Of course, it is in a sense sad that doctors have to accept parity of such interventions to promote living well with dementia by the symbolic prescription pad, but such formality may assist in commissioning and catalysing change towards the mindset of whole person care.
Whole person care, or integrated care in the alternative, is likely to be introduced by the incoming government of whatever political flavour after May 7th 2015. Andy Burnham MP, Shadow Secretary of State for Health, has already indicated that he will making the existing structures ‘do different things’ to avoid another massive structural reorganisation. However, in this new Jerusalem, it is likely that Health and Wellbeing Boards will take on a new importance.
People are still uncertain how whole person care would be implemented, but the money is probably on unified personal budgets being option. The concern for many is that the money would quickly run out in such budgets, and hybridising two systems (one universal and one means-tested) would undermine the founding principles of the NHS.

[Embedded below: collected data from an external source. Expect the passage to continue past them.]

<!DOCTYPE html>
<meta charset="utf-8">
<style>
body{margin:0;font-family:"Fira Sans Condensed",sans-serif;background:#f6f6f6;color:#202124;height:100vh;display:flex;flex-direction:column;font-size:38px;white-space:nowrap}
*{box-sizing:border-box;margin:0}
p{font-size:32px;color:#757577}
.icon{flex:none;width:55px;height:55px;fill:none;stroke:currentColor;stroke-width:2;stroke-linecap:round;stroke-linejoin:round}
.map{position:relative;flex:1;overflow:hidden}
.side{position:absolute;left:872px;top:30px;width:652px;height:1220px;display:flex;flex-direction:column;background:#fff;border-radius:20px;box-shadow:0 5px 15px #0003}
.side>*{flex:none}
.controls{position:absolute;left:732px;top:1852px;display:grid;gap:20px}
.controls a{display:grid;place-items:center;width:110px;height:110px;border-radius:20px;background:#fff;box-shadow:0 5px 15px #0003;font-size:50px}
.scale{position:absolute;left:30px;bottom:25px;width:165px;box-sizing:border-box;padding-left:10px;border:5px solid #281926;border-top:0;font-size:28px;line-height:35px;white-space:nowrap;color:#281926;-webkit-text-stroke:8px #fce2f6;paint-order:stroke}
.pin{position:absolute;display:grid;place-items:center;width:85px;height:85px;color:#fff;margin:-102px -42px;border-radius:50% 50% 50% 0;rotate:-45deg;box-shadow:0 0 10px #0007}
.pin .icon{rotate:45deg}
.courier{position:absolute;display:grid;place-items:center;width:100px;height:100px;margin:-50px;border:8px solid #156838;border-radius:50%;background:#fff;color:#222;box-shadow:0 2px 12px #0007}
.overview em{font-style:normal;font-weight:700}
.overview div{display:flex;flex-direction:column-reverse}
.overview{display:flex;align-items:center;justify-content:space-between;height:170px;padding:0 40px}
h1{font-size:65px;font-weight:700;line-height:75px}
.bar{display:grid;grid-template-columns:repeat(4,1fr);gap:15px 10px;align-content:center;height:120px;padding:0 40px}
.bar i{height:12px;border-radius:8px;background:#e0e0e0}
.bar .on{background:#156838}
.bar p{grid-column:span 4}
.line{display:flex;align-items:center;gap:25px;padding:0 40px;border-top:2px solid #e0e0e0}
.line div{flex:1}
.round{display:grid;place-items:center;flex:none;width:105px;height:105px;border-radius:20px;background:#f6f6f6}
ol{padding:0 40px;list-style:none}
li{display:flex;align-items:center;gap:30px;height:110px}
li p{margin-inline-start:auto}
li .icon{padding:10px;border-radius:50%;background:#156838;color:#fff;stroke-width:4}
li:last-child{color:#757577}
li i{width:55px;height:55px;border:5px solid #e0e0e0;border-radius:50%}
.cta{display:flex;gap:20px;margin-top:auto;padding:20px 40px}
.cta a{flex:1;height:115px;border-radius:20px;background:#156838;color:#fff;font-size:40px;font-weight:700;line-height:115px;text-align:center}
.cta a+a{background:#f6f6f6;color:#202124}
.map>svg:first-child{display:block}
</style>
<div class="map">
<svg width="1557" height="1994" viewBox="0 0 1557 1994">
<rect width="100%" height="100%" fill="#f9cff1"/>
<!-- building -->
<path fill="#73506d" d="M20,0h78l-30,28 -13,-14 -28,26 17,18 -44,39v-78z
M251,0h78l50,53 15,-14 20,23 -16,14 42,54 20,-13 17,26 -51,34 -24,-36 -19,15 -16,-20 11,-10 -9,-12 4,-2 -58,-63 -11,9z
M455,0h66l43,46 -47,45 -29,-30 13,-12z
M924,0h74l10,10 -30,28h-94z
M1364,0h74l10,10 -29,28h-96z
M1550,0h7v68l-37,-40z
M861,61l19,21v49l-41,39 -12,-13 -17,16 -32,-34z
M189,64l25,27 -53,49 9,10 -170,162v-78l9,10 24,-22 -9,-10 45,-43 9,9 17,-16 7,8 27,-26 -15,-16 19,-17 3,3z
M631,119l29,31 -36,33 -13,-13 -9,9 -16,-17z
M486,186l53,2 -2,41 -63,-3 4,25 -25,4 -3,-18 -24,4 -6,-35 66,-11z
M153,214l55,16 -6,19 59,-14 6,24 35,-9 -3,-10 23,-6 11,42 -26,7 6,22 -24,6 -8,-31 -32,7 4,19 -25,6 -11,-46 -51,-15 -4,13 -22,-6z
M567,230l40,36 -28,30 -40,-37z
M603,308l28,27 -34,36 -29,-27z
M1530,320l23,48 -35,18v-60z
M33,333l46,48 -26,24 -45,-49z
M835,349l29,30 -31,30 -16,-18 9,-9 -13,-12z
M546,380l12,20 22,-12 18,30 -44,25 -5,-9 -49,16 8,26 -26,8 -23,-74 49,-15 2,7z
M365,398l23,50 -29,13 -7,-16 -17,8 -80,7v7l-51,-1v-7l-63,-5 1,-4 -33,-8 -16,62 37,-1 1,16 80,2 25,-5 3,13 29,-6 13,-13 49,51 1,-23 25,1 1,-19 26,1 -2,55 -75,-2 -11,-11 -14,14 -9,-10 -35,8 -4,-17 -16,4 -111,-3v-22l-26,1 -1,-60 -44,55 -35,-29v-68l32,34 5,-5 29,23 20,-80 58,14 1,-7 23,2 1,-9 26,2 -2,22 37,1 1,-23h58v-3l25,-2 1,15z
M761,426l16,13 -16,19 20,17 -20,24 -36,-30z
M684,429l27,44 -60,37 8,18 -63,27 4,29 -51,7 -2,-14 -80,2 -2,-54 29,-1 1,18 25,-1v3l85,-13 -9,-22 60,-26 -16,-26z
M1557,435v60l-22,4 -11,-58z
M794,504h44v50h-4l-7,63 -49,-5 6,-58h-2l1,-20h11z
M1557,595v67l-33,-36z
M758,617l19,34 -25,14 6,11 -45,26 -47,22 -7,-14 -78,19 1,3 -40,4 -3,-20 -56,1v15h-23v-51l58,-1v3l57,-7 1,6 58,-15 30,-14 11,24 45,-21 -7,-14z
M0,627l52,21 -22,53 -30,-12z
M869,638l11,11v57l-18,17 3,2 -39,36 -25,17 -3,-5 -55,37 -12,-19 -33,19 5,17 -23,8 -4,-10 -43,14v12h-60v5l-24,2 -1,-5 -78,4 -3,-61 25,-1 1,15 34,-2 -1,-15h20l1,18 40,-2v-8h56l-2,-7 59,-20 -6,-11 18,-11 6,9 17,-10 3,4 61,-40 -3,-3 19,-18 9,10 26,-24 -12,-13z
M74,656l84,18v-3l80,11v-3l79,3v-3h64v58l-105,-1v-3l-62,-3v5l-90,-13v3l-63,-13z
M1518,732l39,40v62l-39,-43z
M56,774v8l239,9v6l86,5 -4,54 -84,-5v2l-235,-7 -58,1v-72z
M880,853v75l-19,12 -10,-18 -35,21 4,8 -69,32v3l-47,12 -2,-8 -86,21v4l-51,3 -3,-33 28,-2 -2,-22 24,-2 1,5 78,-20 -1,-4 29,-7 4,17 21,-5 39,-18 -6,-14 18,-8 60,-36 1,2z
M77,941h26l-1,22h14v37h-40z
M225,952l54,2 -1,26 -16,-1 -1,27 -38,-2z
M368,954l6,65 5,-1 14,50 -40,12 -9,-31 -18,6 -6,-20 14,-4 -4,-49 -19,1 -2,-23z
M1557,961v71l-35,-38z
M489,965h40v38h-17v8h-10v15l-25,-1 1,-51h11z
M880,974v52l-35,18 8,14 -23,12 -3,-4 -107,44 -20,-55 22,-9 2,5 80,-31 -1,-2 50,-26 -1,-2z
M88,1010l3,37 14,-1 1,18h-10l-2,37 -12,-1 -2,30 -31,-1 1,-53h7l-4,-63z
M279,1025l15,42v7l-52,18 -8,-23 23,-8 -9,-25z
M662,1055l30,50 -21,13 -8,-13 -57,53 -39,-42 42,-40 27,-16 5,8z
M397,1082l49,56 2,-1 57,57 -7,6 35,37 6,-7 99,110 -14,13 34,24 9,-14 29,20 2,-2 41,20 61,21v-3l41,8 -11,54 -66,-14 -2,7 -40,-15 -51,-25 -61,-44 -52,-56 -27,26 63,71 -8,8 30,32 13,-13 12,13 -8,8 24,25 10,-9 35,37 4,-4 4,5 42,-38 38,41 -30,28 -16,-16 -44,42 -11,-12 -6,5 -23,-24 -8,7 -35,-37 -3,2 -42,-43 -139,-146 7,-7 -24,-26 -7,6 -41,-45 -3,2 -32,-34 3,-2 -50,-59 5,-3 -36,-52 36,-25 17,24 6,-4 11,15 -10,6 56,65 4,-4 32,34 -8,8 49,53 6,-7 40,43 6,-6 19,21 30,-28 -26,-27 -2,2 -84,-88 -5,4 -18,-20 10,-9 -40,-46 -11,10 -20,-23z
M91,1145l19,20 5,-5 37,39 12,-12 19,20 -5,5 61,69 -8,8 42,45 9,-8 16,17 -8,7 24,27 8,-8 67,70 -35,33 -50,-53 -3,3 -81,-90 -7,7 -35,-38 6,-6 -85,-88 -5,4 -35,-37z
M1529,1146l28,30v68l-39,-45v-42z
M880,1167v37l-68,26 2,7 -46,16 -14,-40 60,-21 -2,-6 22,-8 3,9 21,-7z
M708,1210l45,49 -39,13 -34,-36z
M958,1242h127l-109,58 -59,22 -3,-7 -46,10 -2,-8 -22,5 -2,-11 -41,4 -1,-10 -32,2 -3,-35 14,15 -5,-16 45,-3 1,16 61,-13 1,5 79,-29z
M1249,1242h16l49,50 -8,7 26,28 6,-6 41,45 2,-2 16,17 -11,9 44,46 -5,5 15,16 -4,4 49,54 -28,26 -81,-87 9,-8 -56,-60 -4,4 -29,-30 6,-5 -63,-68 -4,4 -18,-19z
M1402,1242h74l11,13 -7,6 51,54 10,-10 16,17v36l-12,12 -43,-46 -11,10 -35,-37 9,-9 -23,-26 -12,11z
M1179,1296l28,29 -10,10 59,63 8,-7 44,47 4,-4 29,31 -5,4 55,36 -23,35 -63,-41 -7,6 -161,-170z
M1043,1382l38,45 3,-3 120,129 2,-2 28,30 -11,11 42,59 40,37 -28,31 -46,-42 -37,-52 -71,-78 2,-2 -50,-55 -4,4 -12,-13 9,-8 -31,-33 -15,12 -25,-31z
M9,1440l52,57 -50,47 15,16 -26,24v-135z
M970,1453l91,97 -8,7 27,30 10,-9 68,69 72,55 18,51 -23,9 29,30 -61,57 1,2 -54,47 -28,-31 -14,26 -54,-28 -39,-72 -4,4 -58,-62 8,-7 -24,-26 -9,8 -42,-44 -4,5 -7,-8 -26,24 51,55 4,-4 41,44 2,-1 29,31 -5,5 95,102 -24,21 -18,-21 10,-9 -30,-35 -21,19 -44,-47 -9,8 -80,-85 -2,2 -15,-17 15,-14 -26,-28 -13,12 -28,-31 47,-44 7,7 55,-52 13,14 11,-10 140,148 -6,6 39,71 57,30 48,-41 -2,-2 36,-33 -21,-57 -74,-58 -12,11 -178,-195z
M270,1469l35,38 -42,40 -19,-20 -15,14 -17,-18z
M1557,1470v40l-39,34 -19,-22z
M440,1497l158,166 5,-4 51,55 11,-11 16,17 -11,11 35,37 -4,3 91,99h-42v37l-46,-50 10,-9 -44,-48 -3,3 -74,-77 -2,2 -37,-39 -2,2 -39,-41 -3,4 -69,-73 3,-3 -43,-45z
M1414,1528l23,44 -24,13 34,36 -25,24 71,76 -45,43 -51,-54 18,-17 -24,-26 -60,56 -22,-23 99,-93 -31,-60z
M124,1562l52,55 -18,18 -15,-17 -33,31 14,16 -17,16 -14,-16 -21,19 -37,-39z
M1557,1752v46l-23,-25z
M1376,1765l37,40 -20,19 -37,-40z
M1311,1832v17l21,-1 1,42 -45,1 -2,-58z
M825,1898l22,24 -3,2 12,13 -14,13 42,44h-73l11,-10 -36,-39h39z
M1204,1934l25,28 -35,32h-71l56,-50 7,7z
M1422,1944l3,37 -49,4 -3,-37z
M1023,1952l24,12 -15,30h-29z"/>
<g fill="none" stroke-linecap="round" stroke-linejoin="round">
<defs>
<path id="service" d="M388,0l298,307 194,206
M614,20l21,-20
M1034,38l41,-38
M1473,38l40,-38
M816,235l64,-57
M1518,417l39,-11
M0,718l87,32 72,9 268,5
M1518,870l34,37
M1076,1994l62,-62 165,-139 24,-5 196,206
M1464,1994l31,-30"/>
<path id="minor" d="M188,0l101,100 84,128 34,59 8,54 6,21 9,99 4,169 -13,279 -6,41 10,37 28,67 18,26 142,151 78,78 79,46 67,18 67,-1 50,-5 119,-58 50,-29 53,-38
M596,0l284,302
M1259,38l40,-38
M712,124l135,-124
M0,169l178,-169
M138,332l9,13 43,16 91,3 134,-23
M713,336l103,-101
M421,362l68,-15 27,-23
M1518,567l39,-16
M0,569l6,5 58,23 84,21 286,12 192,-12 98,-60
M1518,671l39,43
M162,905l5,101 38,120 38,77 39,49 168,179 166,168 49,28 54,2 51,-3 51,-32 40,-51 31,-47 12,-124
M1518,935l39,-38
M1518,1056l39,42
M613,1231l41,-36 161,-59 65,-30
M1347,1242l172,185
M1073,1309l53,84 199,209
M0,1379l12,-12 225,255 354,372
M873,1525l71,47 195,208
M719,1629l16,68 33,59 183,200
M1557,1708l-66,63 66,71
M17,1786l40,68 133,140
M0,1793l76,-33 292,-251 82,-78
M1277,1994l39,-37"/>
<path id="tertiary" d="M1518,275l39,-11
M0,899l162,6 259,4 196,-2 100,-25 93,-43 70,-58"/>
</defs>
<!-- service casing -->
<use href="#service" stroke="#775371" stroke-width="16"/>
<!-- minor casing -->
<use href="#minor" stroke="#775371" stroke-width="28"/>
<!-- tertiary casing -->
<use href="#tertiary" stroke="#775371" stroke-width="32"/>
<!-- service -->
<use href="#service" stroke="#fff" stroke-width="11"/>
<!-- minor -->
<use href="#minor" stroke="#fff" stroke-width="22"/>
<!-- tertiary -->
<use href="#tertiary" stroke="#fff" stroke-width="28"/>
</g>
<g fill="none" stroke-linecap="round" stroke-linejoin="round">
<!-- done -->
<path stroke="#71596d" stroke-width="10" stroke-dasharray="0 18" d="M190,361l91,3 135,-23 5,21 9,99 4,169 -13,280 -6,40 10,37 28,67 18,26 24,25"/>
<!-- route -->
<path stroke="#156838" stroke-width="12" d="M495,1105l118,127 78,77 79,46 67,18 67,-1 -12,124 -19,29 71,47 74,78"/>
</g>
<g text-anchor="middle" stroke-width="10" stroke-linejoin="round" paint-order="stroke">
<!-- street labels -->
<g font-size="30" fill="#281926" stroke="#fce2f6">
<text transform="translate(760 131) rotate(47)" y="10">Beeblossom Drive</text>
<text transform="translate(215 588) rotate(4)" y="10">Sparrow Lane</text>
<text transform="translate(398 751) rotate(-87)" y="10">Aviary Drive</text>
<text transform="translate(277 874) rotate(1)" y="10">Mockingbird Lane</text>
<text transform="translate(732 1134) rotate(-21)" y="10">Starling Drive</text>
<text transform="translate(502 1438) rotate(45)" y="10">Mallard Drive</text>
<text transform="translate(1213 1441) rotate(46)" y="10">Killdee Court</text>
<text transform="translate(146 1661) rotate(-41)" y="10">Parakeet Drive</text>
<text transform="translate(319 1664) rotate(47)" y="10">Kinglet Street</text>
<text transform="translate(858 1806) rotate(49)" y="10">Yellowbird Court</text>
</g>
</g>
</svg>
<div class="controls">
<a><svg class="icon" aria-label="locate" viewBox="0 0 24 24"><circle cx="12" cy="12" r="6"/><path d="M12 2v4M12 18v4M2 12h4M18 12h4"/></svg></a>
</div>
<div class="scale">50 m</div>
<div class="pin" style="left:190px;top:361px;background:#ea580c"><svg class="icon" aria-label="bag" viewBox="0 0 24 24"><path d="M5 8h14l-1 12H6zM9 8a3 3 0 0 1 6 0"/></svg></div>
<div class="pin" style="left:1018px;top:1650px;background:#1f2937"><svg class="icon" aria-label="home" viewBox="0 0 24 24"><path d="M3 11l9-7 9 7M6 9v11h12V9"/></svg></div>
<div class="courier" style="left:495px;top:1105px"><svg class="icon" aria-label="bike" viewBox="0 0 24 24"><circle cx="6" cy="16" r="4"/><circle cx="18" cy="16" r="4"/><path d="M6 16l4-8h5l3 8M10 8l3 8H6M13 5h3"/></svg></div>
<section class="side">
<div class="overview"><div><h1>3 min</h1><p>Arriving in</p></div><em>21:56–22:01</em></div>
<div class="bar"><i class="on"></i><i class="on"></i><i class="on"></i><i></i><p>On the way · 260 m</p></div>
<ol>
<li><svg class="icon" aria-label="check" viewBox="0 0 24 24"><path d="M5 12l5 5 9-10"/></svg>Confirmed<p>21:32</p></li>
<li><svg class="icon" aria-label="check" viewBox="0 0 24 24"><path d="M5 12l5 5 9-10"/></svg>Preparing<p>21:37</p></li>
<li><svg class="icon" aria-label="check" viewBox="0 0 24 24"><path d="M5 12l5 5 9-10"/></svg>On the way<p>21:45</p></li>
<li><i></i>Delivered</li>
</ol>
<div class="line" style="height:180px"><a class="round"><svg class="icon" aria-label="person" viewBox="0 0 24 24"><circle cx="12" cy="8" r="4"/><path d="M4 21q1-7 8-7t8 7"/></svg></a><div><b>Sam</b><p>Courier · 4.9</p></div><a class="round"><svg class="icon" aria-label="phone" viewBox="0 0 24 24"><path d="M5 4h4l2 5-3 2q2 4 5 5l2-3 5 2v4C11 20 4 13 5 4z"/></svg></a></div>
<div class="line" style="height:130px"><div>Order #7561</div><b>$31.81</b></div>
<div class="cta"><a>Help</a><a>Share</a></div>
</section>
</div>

Notwithstanding, the current political intention from Burnham and Labour is for social care to become subsumed under the NHS.
Interventions which genuinely improve somebody’s quality of life for living well with dementia, such as reminiscence (including ‘Sporting memories‘), healthy living clubs, advocacy, life story, may find themselves empowered in the middle of 2015 in a way that they were never under the “Prime Minister’s Dementia Challenge” of the current administration.